12/6/2013

Post date: Dec 9, 2013 9:05:09 PM

Speaker: Yingying Wei, PhD Candidate, Dept of Biostatistics, JHU

Topic: Integrative statistical models for genomic signal detection and ultra-high-dimensional prediction (Practice of Job Talk)

Big data offer challenges in terms of legitimate inferences, robust models, scalable computations, and scientific interpretability. Importantly, they also provide unprecedented opportunities to conduct data driven scientific discoveries. In this talk, we use two examples to illustrate how statistics can help ferreting out scientific discoveries from big data. In the first one, we propose a correlation motif approach for integrative analysis of multiple high-dimensional genomic datasets. The approach adopts a flexible Bayesian hierarchical mixture model to capture the latent correlation structures embedded in the data and substantially improves signal detection for low-signal-to-noise ratio data. The application is illustrated by detection of allele-specific protein-DNA binding from ChIP-seq data, which often suffers from low statistical power due to the limited number of sequence reads mapped to heterozygote SNPs, as well as differential gene expression with only a small number of replicates.

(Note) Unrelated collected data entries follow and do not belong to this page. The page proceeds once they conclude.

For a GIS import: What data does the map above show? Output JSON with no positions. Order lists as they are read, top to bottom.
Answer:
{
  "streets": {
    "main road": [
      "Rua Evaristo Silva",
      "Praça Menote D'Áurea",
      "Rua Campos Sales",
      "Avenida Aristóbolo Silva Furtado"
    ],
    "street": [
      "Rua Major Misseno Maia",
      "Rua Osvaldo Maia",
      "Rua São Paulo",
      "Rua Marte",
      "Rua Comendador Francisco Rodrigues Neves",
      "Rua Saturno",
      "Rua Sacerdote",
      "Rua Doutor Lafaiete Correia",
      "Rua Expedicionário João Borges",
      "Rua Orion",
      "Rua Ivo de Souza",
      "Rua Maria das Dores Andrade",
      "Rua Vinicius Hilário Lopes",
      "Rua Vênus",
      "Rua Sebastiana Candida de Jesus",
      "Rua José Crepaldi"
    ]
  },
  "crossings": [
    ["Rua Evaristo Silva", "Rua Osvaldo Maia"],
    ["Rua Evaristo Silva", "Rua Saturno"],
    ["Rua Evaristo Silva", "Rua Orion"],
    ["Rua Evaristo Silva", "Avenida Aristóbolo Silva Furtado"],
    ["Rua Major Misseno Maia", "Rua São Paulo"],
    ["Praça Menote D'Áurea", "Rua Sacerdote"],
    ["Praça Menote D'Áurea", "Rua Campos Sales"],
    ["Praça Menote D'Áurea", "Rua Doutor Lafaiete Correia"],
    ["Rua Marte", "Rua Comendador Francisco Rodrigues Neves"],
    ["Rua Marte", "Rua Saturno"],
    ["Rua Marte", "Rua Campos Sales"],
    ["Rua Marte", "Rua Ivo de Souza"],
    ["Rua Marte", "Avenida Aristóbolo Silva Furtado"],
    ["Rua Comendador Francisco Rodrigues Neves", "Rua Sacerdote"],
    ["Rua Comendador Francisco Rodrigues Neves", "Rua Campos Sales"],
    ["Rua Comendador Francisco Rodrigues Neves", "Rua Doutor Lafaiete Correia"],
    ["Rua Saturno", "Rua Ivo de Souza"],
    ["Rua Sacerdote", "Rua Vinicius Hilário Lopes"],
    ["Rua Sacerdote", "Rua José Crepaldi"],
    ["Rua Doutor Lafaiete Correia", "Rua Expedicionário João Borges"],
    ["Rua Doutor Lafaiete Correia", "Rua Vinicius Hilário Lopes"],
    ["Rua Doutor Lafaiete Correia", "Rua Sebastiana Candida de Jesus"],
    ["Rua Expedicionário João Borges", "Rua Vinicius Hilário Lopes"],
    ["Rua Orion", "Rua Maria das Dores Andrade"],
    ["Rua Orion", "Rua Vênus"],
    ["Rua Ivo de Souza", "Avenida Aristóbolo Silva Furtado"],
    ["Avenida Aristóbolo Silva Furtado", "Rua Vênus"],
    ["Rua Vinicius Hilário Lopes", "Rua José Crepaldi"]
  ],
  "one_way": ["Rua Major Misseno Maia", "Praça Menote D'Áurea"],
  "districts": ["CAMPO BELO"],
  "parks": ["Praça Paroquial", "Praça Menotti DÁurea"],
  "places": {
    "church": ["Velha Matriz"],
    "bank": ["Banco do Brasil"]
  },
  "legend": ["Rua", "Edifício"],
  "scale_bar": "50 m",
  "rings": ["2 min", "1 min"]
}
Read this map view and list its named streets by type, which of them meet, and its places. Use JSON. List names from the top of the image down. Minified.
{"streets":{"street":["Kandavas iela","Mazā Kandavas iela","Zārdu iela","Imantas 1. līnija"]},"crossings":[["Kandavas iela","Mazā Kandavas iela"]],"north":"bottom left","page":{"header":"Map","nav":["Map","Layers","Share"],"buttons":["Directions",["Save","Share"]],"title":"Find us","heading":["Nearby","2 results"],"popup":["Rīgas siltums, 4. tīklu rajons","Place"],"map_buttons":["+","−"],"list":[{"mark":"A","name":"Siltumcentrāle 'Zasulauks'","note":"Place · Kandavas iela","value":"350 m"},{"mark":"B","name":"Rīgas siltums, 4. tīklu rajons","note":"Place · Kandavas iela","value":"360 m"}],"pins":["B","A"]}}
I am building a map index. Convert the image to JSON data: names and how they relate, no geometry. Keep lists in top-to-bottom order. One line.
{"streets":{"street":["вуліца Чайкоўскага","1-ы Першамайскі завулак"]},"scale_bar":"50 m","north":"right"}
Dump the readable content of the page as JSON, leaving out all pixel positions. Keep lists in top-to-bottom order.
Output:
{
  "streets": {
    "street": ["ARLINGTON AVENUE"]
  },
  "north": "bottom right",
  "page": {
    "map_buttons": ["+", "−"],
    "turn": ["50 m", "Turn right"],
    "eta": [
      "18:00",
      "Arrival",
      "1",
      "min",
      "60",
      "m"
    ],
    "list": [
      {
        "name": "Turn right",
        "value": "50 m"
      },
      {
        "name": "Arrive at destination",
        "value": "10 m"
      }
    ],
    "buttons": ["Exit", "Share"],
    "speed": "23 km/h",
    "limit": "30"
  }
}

In the second one, we discuss the new challenge arising from high-throughput biology of predicting one type of ultra-high dimensional genomic profile from another. We demonstrate the approach by predicting whole genome DNA methylation landscape with Exon array data. While these methods are based on applications in genomics, they can also be applied to a broader class of big data problems beyond genomics.